Google DeepMind built Vision Banana to generate images. Give it simple text instructions for spatial tasks, however, and it outperforms models purpose-built for those jobs without ever using a real-world depth measurement.
The paper, posted to arXiv on April 22, shows Vision Banana estimating depth more accurately than Depth Anything V3, segmenting scenes more precisely than SAM 3, and doing both while retaining the image generation capabilities it was trained for. The key move, reported by 36kr: all depth training data came from synthetic rendering engines, no actual depth measurements required. What looks like a clever side effect may be something more fundamental: a model trained to represent the visual world learning spatial relationships without being taught them directly.

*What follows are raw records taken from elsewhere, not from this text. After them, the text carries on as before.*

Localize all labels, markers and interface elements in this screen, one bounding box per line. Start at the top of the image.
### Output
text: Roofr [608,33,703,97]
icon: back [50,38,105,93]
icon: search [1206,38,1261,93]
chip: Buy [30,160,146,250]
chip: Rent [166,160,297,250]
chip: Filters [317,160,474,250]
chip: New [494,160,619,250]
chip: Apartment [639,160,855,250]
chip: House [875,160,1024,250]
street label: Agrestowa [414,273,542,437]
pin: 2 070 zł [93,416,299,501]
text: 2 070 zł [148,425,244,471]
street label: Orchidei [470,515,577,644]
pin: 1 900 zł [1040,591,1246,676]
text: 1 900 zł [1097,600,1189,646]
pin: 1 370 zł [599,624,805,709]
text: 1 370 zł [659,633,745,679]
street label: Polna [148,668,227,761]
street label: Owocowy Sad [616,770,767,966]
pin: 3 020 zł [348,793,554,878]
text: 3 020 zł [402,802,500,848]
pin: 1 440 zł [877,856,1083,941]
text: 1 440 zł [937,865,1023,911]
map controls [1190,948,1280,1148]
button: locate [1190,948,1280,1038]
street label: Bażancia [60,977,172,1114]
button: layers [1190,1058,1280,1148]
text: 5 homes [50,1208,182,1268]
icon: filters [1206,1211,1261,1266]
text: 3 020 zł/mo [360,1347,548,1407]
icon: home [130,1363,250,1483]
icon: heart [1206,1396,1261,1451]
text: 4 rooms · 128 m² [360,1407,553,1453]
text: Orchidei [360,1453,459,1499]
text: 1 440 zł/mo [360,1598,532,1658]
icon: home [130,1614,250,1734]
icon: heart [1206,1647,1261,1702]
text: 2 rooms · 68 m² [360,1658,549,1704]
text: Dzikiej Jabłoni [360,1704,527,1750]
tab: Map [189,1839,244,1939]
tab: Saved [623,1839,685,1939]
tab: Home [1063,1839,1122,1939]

On metric depth estimation, averaging performance across four standard datasets, Vision Banana scored 0.929 on the δ1 accuracy metric against Depth Anything V3's 0.918, according to the paper. On semantic segmentation of urban scenes, it achieved 0.699 mean Intersection over Union against SAM 3's 0.652. On referring segmentation, pointing the model at a specific object in an image via natural language, it scored 0.738 against SAM 3 Agent's 0.734. Surface normal estimation, predicting the direction a surface faces in 3D space, came in at 18.928 degrees mean angle error against Lotus-2's 19.642. Each margin is narrow. Together they suggest a pattern: a general visual representation transfers across tasks that specialist models handle separately.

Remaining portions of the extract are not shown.